Pour ce qui concerne le trading, l’AMF compte encore moins de résolutions amiables des litiges. « S’agissant des sociétés agréées au sein de l’Union européenne, une médiation peut se mettre en place. Le médiateur a reçu 10 dossiers en 2019 (contre 40 en 2018), soit une baisse de 75%. Cette diminution amorcée en 2016 est principalement due aux mesures qui ont été prises au fil des années par l’AMF puis par l’ESMA », confirme la médiatrice.

En revanche, le gendarme boursier reçoit encore des réclamations d’épargnants victimes de certains sites de trading officiellement interdits.
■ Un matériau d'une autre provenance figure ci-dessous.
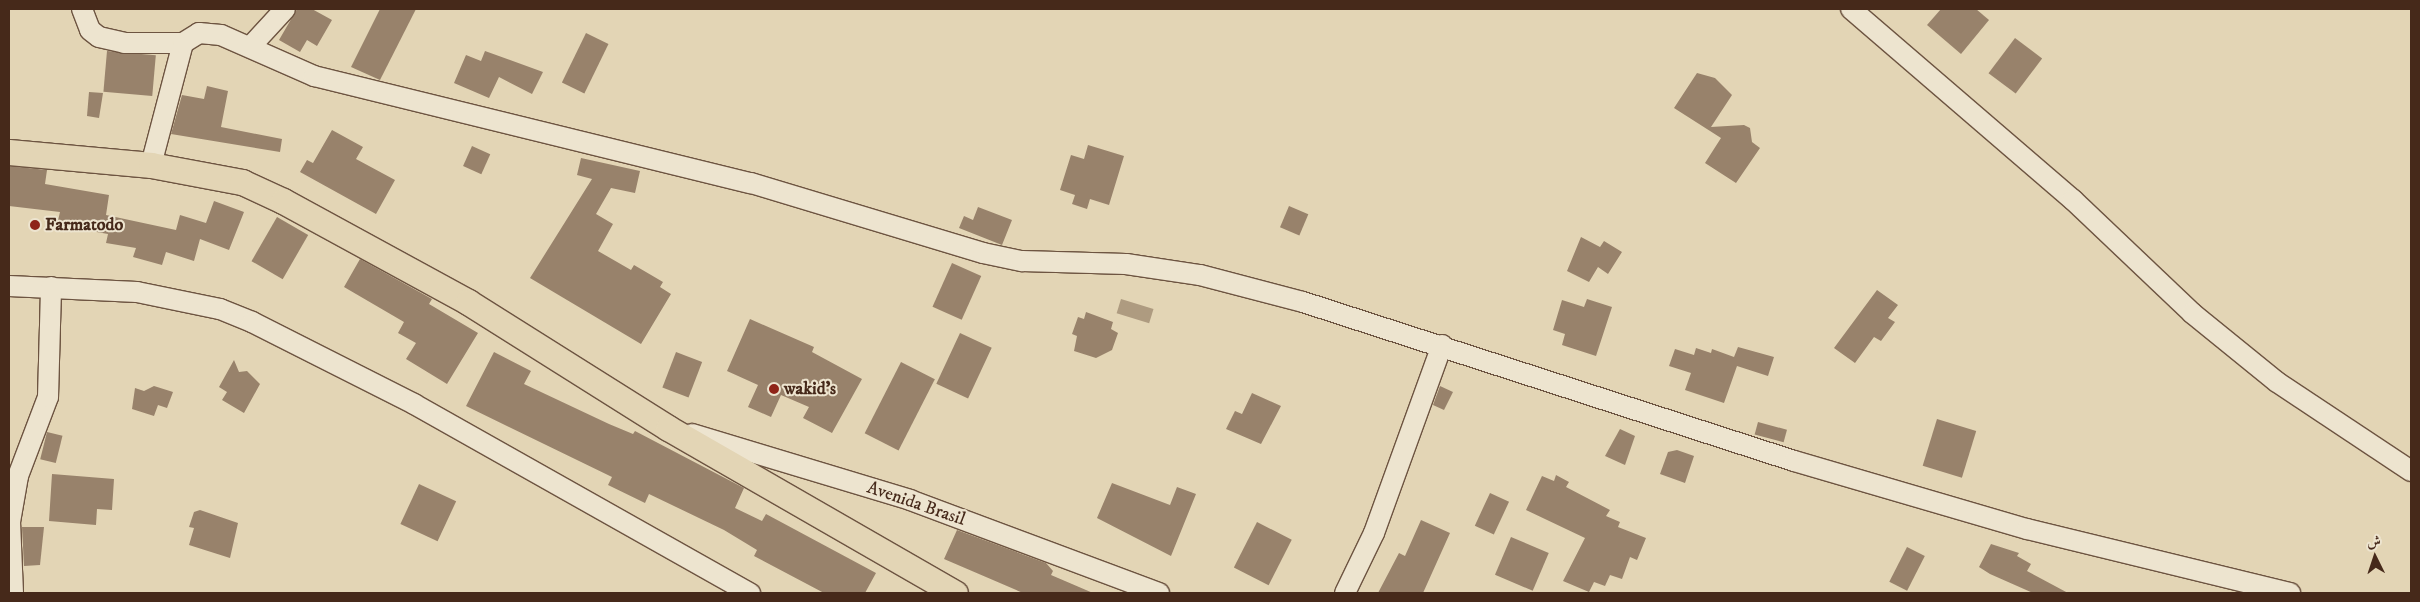 <!DOCTYPE html>
<meta charset="utf-8">
<style>
body{margin:0}
#map{position:relative;width:2420px;height:602px;overflow:hidden;background:#e3d5b5;font-family:"IM FELL DW Pica",Amiri,serif}
div>[style]{position:absolute}
[style*='--x']{left:calc(var(--x)*1px);top:calc(var(--y)*1px);width:calc(var(--w)*1px);rotate:calc(var(--a)*1deg)}
.water>*{inset:0;background:#ae9b80;transform-origin:0 0}
.building>*{inset:0;background:#98826b;transform-origin:0 0}
.roads{filter:drop-shadow(1px 0 #6d5441) drop-shadow(-1px 0 #6d5441) drop-shadow(0 1px #6d5441) drop-shadow(0 -1px #6d5441)}
.minor>*{height:20px;margin:-10px;padding:0 10px;transform-origin:10px;border-radius:10px;background:#ede4cf}
.major>*{height:25px;margin:-12.5px;padding:0 12.5px;transform-origin:12.5px;border-radius:12.5px;background:#e3d5b5}
.dots>*{width:14px;height:14px;translate:-50% -50%;box-sizing:border-box;border:2px solid #ede4cf;border-radius:50%}
span{translate:-50% -50%;white-space:nowrap;text-align:center;line-height:1.15;-webkit-text-stroke:4px #ede4cf;paint-order:stroke}
.poi-label{font-size:18px;color:#46291a;font-weight:700}
.left{translate:0 -50%;text-align:left}
.street-label{font-size:18px;color:#46291a}
.frame{position:absolute;inset:0;border:10px solid #46291a;pointer-events:none}
.north{position:absolute;left:2350px;top:532px;width:50px;height:50px;-webkit-text-stroke:4px #ede4cf;paint-order:stroke;rotate:356deg;font-size:14px;font-weight:700;line-height:20px;text-align:center;color:#46291a}
.north::after{content:'';display:block;margin:auto;width:18px;height:22px;background:#46291a;clip-path:polygon(50% 0,100% 100%,50% 72%,0 100%)}
</style>
<div id="map">
<div class="water">
<div style="left:1121px;top:299px;width:34px;height:15px;rotate:17deg"></div>
</div>
<div class="building">
<div style="clip-path:polygon(297px 9px,312px 9px,332px 20px,317px 46px,307px 40px,300px 52px,279px 40px)"></div>
<div style="clip-path:polygon(380px 9px,416px 9px,380px 80px,351px 67px)"></div>
<div style="clip-path:polygon(1941px 9px,1976px 9px,1989px 20px,1961px 54px,1927px 25px)"></div>
<div style="left:586px;top:33px;width:25px;height:55px;rotate:26deg"></div>
<div style="left:2015px;top:38px;width:34px;height:44px;rotate:37deg"></div>
<div style="left:107px;top:51px;width:49px;height:41px;rotate:5deg"></div>
<div style="clip-path:polygon(485px 51px,543px 72px,532px 94px,499px 77px,489px 98px,454px 83px,466px 55px,481px 61px)"></div>
<div style="clip-path:polygon(1697px 73px,1715px 78px,1732px 95px,1711px 127px,1744px 125px,1750px 128px,1752px 142px,1760px 148px,1736px 183px,1705px 163px,1721px 138px,1674px 108px)"></div>
<div style="clip-path:polygon(207px 86px,228px 91px,221px 127px,282px 139px,280px 152px,171px 134px,182px 95px,204px 99px)"></div>
<div style="clip-path:polygon(89px 92px,103px 93px,99px 118px,87px 116px)"></div>
<div style="clip-path:polygon(332px 130px,363px 147px,356px 159px,395px 180px,376px 214px,300px 172px,307px 160px,313px 163px)"></div>
<div style="clip-path:polygon(1088px 145px,1124px 156px,1109px 205px,1090px 199px,1087px 209px,1072px 204px,1075px 195px,1060px 190px,1071px 155px,1084px 159px)"></div>
<div style="left:472px;top:146px;width:20px;height:22px;rotate:24deg"></div>
<div style="clip-path:polygon(581px 158px,640px 171px,635px 193px,611px 188px,596px 214px,613px 224px,598px 251px,631px 270px,634px 265px,663px 282px,660px 287px,671px 294px,641px 344px,530px 278px,592px 179px,577px 175px)"></div>
<div style="clip-path:polygon(9px 166px,47px 170px,45px 184px,109px 195px,106px 215px,176px 230px,180px 215px,206px 223px,214px 201px,244px 212px,229px 250px,200px 239px,194px 261px,166px 252px,162px 265px,133px 257px,136px 248px,106px 243px,108px 234px,57px 225px,60px 212px,9px 206px)"></div>
<div style="left:1289px;top:206px;width:21px;height:23px;rotate:23deg"></div>
<div style="clip-path:polygon(978px 207px,1012px 220px,1002px 245px,959px 228px,964px 216px,973px 220px)"></div>
<div style="left:277px;top:217px;width:36px;height:51px;rotate:30deg"></div>
<div style="clip-path:polygon(1581px 237px,1600px 247px,1604px 241px,1622px 252px,1608px 274px,1598px 267px,1589px 282px,1567px 271px)"></div>
<div style="clip-path:polygon(360px 259px,432px 299px,429px 304px,478px 333px,447px 384px,406px 359px,416px 343px,398px 333px,404px 322px,344px 287px)"></div>
<div style="left:952px;top:263px;width:32px;height:48px;rotate:24deg"></div>
<div style="clip-path:polygon(1877px 290px,1898px 305px,1888px 318px,1895px 322px,1881px 341px,1874px 337px,1855px 363px,1834px 348px)"></div>
<div style="clip-path:polygon(1587px 299px,1612px 307px,1596px 356px,1562px 345px,1565px 334px,1553px 330px,1562px 300px,1584px 307px)"></div>
<div style="clip-path:polygon(1086px 312px,1113px 322px,1111px 329px,1118px 333px,1112px 350px,1096px 358px,1074px 351px,1077px 336px,1072px 334px,1078px 317px,1084px 319px)"></div>
<div style="clip-path:polygon(750px 319px,814px 347px,812px 352px,862px 379px,832px 433px,803px 418px,809px 407px,781px 395px,771px 417px,748px 407px,758px 385px,727px 371px)"></div>
<div style="left:960px;top:333px;width:35px;height:56px;rotate:25deg"></div>
<div style="clip-path:polygon(1738px 347px,1774px 357px,1768px 376px,1737px 366px,1724px 403px,1685px 390px,1691px 373px,1669px 366px,1675px 349px,1694px 355px,1696px 348px,1711px 353px,1712px 349px,1734px 357px)"></div>
<div style="clip-path:polygon(494px 352px,531px 371px,524px 384px,609px 424px,633px 434px,635px 431px,744px 488px,735px 508px,762px 521px,766px 514px,876px 573px,865px 593px,824px 593px,754px 556px,757px 550px,724px 530px,649px 494px,645px 503px,608px 485px,612px 477px,466px 406px)"></div>
<div style="left:676px;top:352px;width:28px;height:38px;rotate:21deg"></div>
<div style="clip-path:polygon(234px 360px,239px 372px,247px 371px,260px 384px,244px 413px,222px 400px,227px 392px,219px 387px)"></div>
<div style="left:901px;top:362px;width:38px;height:80px;rotate:27deg"></div>
<div style="clip-path:polygon(154px 386px,173px 392px,167px 408px,158px 405px,154px 416px,132px 409px,135px 388px,144px 391px)"></div>
<div style="clip-path:polygon(1440px 386px,1453px 392px,1444px 410px,1433px 405px)"></div>
<div style="clip-path:polygon(1252px 393px,1281px 406px,1261px 444px,1226px 429px,1235px 411px,1242px 414px)"></div>
<div style="left:1937px;top:419px;width:41px;height:49px;rotate:17deg"></div>
<div style="left:1758px;top:422px;width:30px;height:13px;rotate:15deg"></div>
<div style="clip-path:polygon(1620px 429px,1635px 436px,1625px 465px,1605px 456px)"></div>
<div style="left:47px;top:432px;width:16px;height:28px;rotate:14deg"></div>
<div style="clip-path:polygon(1677px 450px,1694px 456px,1685px 483px,1660px 474px,1668px 452px)"></div>
<div style="clip-path:polygon(52px 474px,114px 479px,112px 510px,97px 509px,96px 525px,49px 521px)"></div>
<div style="clip-path:polygon(1556px 475px,1569px 482px,1566px 487px,1610px 510px,1606px 516px,1620px 522px,1618px 527px,1646px 538px,1637px 560px,1630px 557px,1622px 579px,1610px 575px,1605px 586px,1594px 582px,1589px 592px,1563px 581px,1585px 538px,1526px 510px,1542px 476px,1554px 481px)"></div>
<div style="clip-path:polygon(1112px 483px,1170px 505px,1177px 487px,1196px 494px,1171px 556px,1097px 518px)"></div>
<div style="left:419px;top:484px;width:41px;height:44px;rotate:25deg"></div>
<div style="left:1490px;top:493px;width:21px;height:36px;rotate:25deg"></div>
<div style="clip-path:polygon(200px 510px,238px 523px,230px 558px,189px 545px,194px 528px,189px 527px,194px 512px)"></div>
<div style="clip-path:polygon(1421px 520px,1450px 533px,1423px 593px,1378px 593px,1399px 553px,1405px 556px)"></div>
<div style="left:1257px;top:522px;width:39px;height:51px;rotate:27deg"></div>
<div style="clip-path:polygon(22px 527px,44px 527px,40px 565px,24px 566px)"></div>
<div style="clip-path:polygon(957px 530px,1046px 563px,1053px 571px,1051px 575px,1093px 593px,1023px 593px,944px 559px)"></div>
<div style="left:1511px;top:537px;width:41px;height:41px;rotate:23deg"></div>
<div style="clip-path:polygon(1991px 544px,2019px 553px,2017px 556px,2031px 564px,2027px 571px,2068px 593px,2033px 593px,1990px 574px,1979px 567px)"></div>
<div style="left:1907px;top:547px;width:20px;height:39px;rotate:27deg"></div>
</div>
<div class="roads">
<div class="minor">
<div style="--x:82;--y:9;--w:22;--a:69"></div>
<div style="--x:90;--y:30;--w:11;--a:38"></div>
<div style="--x:99;--y:37;--w:26;--a:13"></div>
<div style="--x:124;--y:43;--w:59;--a:0"></div>
<div style="--x:1851;--y:9;--w:293;--a:40.7"></div>
<div style="--x:2073;--y:200;--w:164;--a:43.5"></div>
<div style="--x:2192;--y:313;--w:109;--a:39.1"></div>
<div style="--x:2277;--y:382;--w:161;--a:33.6"></div>
<div style="--x:251;--y:46;--w:50;--a:-47.4"></div>
<div style="--x:151;--y:165;--w:126;--a:-75.3"></div>
<div style="--x:183;--y:43;--w:19;--a:-32"></div>
<div style="--x:199;--y:33;--w:22;--a:5"></div>
<div style="--x:221;--y:35;--w:102;--a:23.8"></div>
<div style="--x:314;--y:76;--w:450;--a:13.8"></div>
<div style="--x:751;--y:183;--w:242;--a:16.8"></div>
<div style="--x:983;--y:253;--w:40;--a:12"></div>
<div style="--x:1022;--y:261;--w:104;--a:1.7"></div>
<div style="--x:1126;--y:264;--w:75;--a:8.5"></div>
<div style="--x:1200;--y:275;--w:106;--a:14.7"></div>
<div style="--x:1303;--y:302;--w:516;--a:17.94"></div>
<div style="--x:1794;--y:461;--w:243;--a:16.3"></div>
<div style="--x:2027;--y:529;--w:271;--a:13.7"></div>
<div style="--x:9;--y:286;--w:128;--a:2.7"></div>
<div style="--x:137;--y:292;--w:85;--a:11.6"></div>
<div style="--x:220;--y:309;--w:35;--a:22"></div>
<div style="--x:252;--y:322;--w:182;--a:26.8"></div>
<div style="--x:414;--y:404;--w:386;--a:29.4"></div>
<div style="--x:692;--y:434;--w:228;--a:16.8"></div>
<div style="--x:910;--y:500;--w:266;--a:20.5"></div>
<div style="--x:13;--y:593;--w:71;--a:-92.4"></div>
<div style="--x:10;--y:522;--w:47;--a:-80.1"></div>
<div style="--x:18;--y:476;--w:85;--a:-69.2"></div>
<div style="--x:48;--y:397;--w:110;--a:-88.4"></div>
<div style="--x:1345;--y:593;--w:67;--a:-64.2"></div>
<div style="--x:1374;--y:533;--w:200;--a:-70.1"></div>
</div>
<div class="major">
<div style="--x:9;--y:152;--w:143;--a:5.2"></div>
<div style="--x:151;--y:165;--w:93;--a:10.6"></div>
<div style="--x:242;--y:182;--w:45;--a:24.9"></div>
<div style="--x:283;--y:201;--w:211;--a:28.6"></div>
<div style="--x:468;--y:302;--w:236;--a:32.2"></div>
<div style="--x:668;--y:428;--w:331;--a:29.9"></div>
</div>
</div>
<div class="dots">
<div style="left:35px;top:225px;background:#8f2418"></div>
<div style="left:774px;top:389px;background:#8f2418"></div>
</div>
<div class="poi-label">
<span class="left" style="left:45px;top:225px">Farmatodo</span>
<span class="left" style="left:784px;top:389px">wakid's</span>
</div>
<div class="street-label">
<span style="left:916px;top:504px;rotate:19deg">Avenida Brasil</span>
</div>
<div class="frame"></div>
<div class="north">ش</div>
</div>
Problème, aucun espoir de récupération de pertes n’est possible, comme l’indique la médiatrice de l’AMF : « S’agissant des sociétés non agréées par un des régulateurs de l’Union européenne, le médiateur doit se déclarer incompétent. Le dossier doit alors être transmis au procureur (infraction pénale). Lorsqu’il est saisi d’un dossier de ce type, le médiateur, conformément à l’article 621-20-1 du code monétaire et financier, transmet le dossier directement aux services spécialisés de l’AMF qui, dans le cadre de la coopération avec les autorités judiciaires, en alertent le procureur de la République. »

Dès lors que les arnaques au trading sont illégales, les sites Internet et autres faux courtiers faisant disparaître l’argent des épargnants relèvent de fraudes pénales, et aucun espoir de médiation n’est possible pour espérer récupérer les pertes subies. L’argent est envolé et ne reviendra jamais.

La baisse des médiations dans ce domaine n’est donc pas forcément un signe qu’il y a moins d’arnaques à l’épargne à distance. Au contraire « le médiateur a observé une reconversion des escrocs vers des placements dans d’autres produits : les diamants en 2017 puis les crypto-actifs en 2018, les plateformes multi-produits ainsi que les usurpations de sociétés existantes en 2019 », explique son rapport annuel.

D’autre part, il est illusoire d’espérer récupérer son argent. L’indemnisation amiable n’a aucune chance d’aboutir, car il n’y a aucun moyen de pression sur les escrocs qui agissent de toute façon dans l’illégalité et la clandestinité. « Uune médiation ne peut être envisagée, insiste la médiatrice de l’AMF, puisque la société encourt des sanctions pénales relatives à l’exercice illégal de l’activité de prestataire de service d’investissement. Les épargnants contactant le service de l’AMF, Épargne Info Service, ne sont donc logiquement pas orientés vers la médiation. »

Quant à récupérer l’argent en faisant des procès aux escrocs, c’est une autre histoire. Il faudrait pour cela d’abord les coincer, et surtout mettre la main sur l’argent volé, qui s’est évaporé dans le labyrinthes des paradis bancaires et fiscaux aux quatre coins du monde.